**Material supplied:**
━━━━━━━━━━
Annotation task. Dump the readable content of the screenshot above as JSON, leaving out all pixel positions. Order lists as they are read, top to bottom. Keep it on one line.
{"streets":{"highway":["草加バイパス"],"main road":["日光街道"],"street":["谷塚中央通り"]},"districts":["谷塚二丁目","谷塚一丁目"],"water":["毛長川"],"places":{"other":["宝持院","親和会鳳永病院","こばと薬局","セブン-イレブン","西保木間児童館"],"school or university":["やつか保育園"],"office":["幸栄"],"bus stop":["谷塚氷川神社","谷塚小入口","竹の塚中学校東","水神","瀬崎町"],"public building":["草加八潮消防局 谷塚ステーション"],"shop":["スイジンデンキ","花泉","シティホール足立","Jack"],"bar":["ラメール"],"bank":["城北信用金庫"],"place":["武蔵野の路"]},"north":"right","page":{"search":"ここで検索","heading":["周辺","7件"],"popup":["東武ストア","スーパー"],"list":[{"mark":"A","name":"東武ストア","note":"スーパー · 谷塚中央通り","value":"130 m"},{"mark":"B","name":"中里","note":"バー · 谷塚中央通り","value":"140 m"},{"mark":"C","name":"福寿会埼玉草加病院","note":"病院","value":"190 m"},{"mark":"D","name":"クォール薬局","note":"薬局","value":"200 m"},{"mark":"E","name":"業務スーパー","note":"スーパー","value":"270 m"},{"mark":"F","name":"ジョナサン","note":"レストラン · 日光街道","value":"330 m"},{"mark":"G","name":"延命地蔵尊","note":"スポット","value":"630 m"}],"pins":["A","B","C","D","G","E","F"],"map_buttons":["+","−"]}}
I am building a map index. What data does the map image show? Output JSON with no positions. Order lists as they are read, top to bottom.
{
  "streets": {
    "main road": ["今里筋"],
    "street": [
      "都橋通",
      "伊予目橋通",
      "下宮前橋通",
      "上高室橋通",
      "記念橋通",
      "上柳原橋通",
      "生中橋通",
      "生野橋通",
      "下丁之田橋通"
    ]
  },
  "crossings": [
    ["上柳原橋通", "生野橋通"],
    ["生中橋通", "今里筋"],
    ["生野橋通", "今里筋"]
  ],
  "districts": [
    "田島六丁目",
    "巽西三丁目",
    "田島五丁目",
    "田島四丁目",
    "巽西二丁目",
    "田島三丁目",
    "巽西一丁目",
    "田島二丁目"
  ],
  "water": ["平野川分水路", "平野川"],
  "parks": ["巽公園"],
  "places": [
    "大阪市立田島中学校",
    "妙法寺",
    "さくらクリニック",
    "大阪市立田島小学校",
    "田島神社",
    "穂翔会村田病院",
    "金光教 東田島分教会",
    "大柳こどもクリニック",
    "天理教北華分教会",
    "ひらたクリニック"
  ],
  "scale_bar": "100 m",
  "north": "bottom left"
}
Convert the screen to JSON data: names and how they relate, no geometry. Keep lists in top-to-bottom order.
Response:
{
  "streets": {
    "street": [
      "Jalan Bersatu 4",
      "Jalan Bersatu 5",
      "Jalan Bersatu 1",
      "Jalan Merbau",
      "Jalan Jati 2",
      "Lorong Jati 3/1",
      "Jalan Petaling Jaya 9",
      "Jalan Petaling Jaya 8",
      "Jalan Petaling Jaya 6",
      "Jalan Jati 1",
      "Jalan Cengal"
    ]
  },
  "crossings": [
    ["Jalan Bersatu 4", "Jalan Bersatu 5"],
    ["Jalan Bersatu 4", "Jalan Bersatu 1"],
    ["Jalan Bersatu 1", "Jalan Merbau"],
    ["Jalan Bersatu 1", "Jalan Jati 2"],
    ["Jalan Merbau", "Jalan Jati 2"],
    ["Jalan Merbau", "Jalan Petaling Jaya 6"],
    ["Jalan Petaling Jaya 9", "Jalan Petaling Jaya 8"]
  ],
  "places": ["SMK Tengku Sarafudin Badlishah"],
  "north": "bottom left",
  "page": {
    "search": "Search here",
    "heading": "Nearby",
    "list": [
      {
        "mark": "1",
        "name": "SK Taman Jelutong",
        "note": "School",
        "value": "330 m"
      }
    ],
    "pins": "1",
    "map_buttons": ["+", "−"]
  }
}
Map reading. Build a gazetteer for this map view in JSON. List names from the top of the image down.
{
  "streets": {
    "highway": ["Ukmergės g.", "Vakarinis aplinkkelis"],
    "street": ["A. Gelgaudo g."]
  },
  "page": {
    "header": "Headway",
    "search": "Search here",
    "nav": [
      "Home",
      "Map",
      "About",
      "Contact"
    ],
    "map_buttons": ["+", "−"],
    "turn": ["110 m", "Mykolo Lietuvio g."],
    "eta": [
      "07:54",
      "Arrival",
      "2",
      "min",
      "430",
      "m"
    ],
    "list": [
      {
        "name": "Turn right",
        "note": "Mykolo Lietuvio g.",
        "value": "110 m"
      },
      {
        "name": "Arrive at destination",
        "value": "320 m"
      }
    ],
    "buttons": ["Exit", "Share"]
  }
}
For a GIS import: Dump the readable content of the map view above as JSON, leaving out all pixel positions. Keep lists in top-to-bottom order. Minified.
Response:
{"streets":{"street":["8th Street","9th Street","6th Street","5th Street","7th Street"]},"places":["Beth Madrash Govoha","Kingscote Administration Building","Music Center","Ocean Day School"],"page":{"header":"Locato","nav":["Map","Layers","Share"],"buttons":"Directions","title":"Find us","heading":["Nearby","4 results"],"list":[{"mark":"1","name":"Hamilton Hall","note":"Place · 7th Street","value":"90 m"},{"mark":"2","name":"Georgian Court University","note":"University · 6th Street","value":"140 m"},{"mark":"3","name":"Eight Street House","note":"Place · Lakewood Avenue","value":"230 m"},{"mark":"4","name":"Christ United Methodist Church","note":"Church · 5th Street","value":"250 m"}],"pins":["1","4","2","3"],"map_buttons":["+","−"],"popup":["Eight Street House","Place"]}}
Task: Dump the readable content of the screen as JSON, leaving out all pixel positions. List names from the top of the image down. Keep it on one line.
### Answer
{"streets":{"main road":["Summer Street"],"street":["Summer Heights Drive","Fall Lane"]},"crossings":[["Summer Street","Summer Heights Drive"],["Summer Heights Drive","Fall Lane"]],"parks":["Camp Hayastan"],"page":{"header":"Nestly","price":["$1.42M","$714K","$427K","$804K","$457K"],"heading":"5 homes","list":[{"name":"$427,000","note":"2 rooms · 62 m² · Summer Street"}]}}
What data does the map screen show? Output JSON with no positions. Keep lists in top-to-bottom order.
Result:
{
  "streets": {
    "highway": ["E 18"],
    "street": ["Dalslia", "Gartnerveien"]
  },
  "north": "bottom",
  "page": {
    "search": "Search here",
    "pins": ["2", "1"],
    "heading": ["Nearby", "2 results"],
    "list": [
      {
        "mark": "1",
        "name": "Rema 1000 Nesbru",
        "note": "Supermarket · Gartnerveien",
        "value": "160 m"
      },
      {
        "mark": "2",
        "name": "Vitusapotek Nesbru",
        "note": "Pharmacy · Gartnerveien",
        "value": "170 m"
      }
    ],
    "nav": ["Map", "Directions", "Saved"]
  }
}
━━━━━━━━━━
**Assignment:**
Once more, set down the full listing, verbatim.

**Exercise answer:**
Annotation task. Dump the readable content of the screenshot above as JSON, leaving out all pixel positions. Order lists as they are read, top to bottom. Keep it on one line.
{"streets":{"highway":["草加バイパス"],"main road":["日光街道"],"street":["谷塚中央通り"]},"districts":["谷塚二丁目","谷塚一丁目"],"water":["毛長川"],"places":{"other":["宝持院","親和会鳳永病院","こばと薬局","セブン-イレブン","西保木間児童館"],"school or university":["やつか保育園"],"office":["幸栄"],"bus stop":["谷塚氷川神社","谷塚小入口","竹の塚中学校東","水神","瀬崎町"],"public building":["草加八潮消防局 谷塚ステーション"],"shop":["スイジンデンキ","花泉","シティホール足立","Jack"],"bar":["ラメール"],"bank":["城北信用金庫"],"place":["武蔵野の路"]},"north":"right","page":{"search":"ここで検索","heading":["周辺","7件"],"popup":["東武ストア","スーパー"],"list":[{"mark":"A","name":"東武ストア","note":"スーパー · 谷塚中央通り","value":"130 m"},{"mark":"B","name":"中里","note":"バー · 谷塚中央通り","value":"140 m"},{"mark":"C","name":"福寿会埼玉草加病院","note":"病院","value":"190 m"},{"mark":"D","name":"クォール薬局","note":"薬局","value":"200 m"},{"mark":"E","name":"業務スーパー","note":"スーパー","value":"270 m"},{"mark":"F","name":"ジョナサン","note":"レストラン · 日光街道","value":"330 m"},{"mark":"G","name":"延命地蔵尊","note":"スポット","value":"630 m"}],"pins":["A","B","C","D","G","E","F"],"map_buttons":["+","−"]}}
I am building a map index. What data does the map image show? Output JSON with no positions. Order lists as they are read, top to bottom.
{
  "streets": {
    "main road": ["今里筋"],
    "street": [
      "都橋通",
      "伊予目橋通",
      "下宮前橋通",
      "上高室橋通",
      "記念橋通",
      "上柳原橋通",
      "生中橋通",
      "生野橋通",
      "下丁之田橋通"
    ]
  },
  "crossings": [
    ["上柳原橋通", "生野橋通"],
    ["生中橋通", "今里筋"],
    ["生野橋通", "今里筋"]
  ],
  "districts": [
    "田島六丁目",
    "巽西三丁目",
    "田島五丁目",
    "田島四丁目",
    "巽西二丁目",
    "田島三丁目",
    "巽西一丁目",
    "田島二丁目"
  ],
  "water": ["平野川分水路", "平野川"],
  "parks": ["巽公園"],
  "places": [
    "大阪市立田島中学校",
    "妙法寺",
    "さくらクリニック",
    "大阪市立田島小学校",
    "田島神社",
    "穂翔会村田病院",
    "金光教 東田島分教会",
    "大柳こどもクリニック",
    "天理教北華分教会",
    "ひらたクリニック"
  ],
  "scale_bar": "100 m",
  "north": "bottom left"
}
Convert the screen to JSON data: names and how they relate, no geometry. Keep lists in top-to-bottom order.
Response:
{
  "streets": {
    "street": [
      "Jalan Bersatu 4",
      "Jalan Bersatu 5",
      "Jalan Bersatu 1",
      "Jalan Merbau",
      "Jalan Jati 2",
      "Lorong Jati 3/1",
      "Jalan Petaling Jaya 9",
      "Jalan Petaling Jaya 8",
      "Jalan Petaling Jaya 6",
      "Jalan Jati 1",
      "Jalan Cengal"
    ]
  },
  "crossings": [
    ["Jalan Bersatu 4", "Jalan Bersatu 5"],
    ["Jalan Bersatu 4", "Jalan Bersatu 1"],
    ["Jalan Bersatu 1", "Jalan Merbau"],
    ["Jalan Bersatu 1", "Jalan Jati 2"],
    ["Jalan Merbau", "Jalan Jati 2"],
    ["Jalan Merbau", "Jalan Petaling Jaya 6"],
    ["Jalan Petaling Jaya 9", "Jalan Petaling Jaya 8"]
  ],
  "places": ["SMK Tengku Sarafudin Badlishah"],
  "north": "bottom left",
  "page": {
    "search": "Search here",
    "heading": "Nearby",
    "list": [
      {
        "mark": "1",
        "name": "SK Taman Jelutong",
        "note": "School",
        "value": "330 m"
      }
    ],
    "pins": "1",
    "map_buttons": ["+", "−"]
  }
}
Map reading. Build a gazetteer for this map view in JSON. List names from the top of the image down.
{
  "streets": {
    "highway": ["Ukmergės g.", "Vakarinis aplinkkelis"],
    "street": ["A. Gelgaudo g."]
  },
  "page": {
    "header": "Headway",
    "search": "Search here",
    "nav": [
      "Home",
      "Map",
      "About",
      "Contact"
    ],
    "map_buttons": ["+", "−"],
    "turn": ["110 m", "Mykolo Lietuvio g."],
    "eta": [
      "07:54",
      "Arrival",
      "2",
      "min",
      "430",
      "m"
    ],
    "list": [
      {
        "name": "Turn right",
        "note": "Mykolo Lietuvio g.",
        "value": "110 m"
      },
      {
        "name": "Arrive at destination",
        "value": "320 m"
      }
    ],
    "buttons": ["Exit", "Share"]
  }
}
For a GIS import: Dump the readable content of the map view above as JSON, leaving out all pixel positions. Keep lists in top-to-bottom order. Minified.
Response:
{"streets":{"street":["8th Street","9th Street","6th Street","5th Street","7th Street"]},"places":["Beth Madrash Govoha","Kingscote Administration Building","Music Center","Ocean Day School"],"page":{"header":"Locato","nav":["Map","Layers","Share"],"buttons":"Directions","title":"Find us","heading":["Nearby","4 results"],"list":[{"mark":"1","name":"Hamilton Hall","note":"Place · 7th Street","value":"90 m"},{"mark":"2","name":"Georgian Court University","note":"University · 6th Street","value":"140 m"},{"mark":"3","name":"Eight Street House","note":"Place · Lakewood Avenue","value":"230 m"},{"mark":"4","name":"Christ United Methodist Church","note":"Church · 5th Street","value":"250 m"}],"pins":["1","4","2","3"],"map_buttons":["+","−"],"popup":["Eight Street House","Place"]}}
Task: Dump the readable content of the screen as JSON, leaving out all pixel positions. List names from the top of the image down. Keep it on one line.
### Answer
{"streets":{"main road":["Summer Street"],"street":["Summer Heights Drive","Fall Lane"]},"crossings":[["Summer Street","Summer Heights Drive"],["Summer Heights Drive","Fall Lane"]],"parks":["Camp Hayastan"],"page":{"header":"Nestly","price":["$1.42M","$714K","$427K","$804K","$457K"],"heading":"5 homes","list":[{"name":"$427,000","note":"2 rooms · 62 m² · Summer Street"}]}}
What data does the map screen show? Output JSON with no positions. Keep lists in top-to-bottom order.
Result:
{
  "streets": {
    "highway": ["E 18"],
    "street": ["Dalslia", "Gartnerveien"]
  },
  "north": "bottom",
  "page": {
    "search": "Search here",
    "pins": ["2", "1"],
    "heading": ["Nearby", "2 results"],
    "list": [
      {
        "mark": "1",
        "name": "Rema 1000 Nesbru",
        "note": "Supermarket · Gartnerveien",
        "value": "160 m"
      },
      {
        "mark": "2",
        "name": "Vitusapotek Nesbru",
        "note": "Pharmacy · Gartnerveien",
        "value": "170 m"
      }
    ],
    "nav": ["Map", "Directions", "Saved"]
  }
}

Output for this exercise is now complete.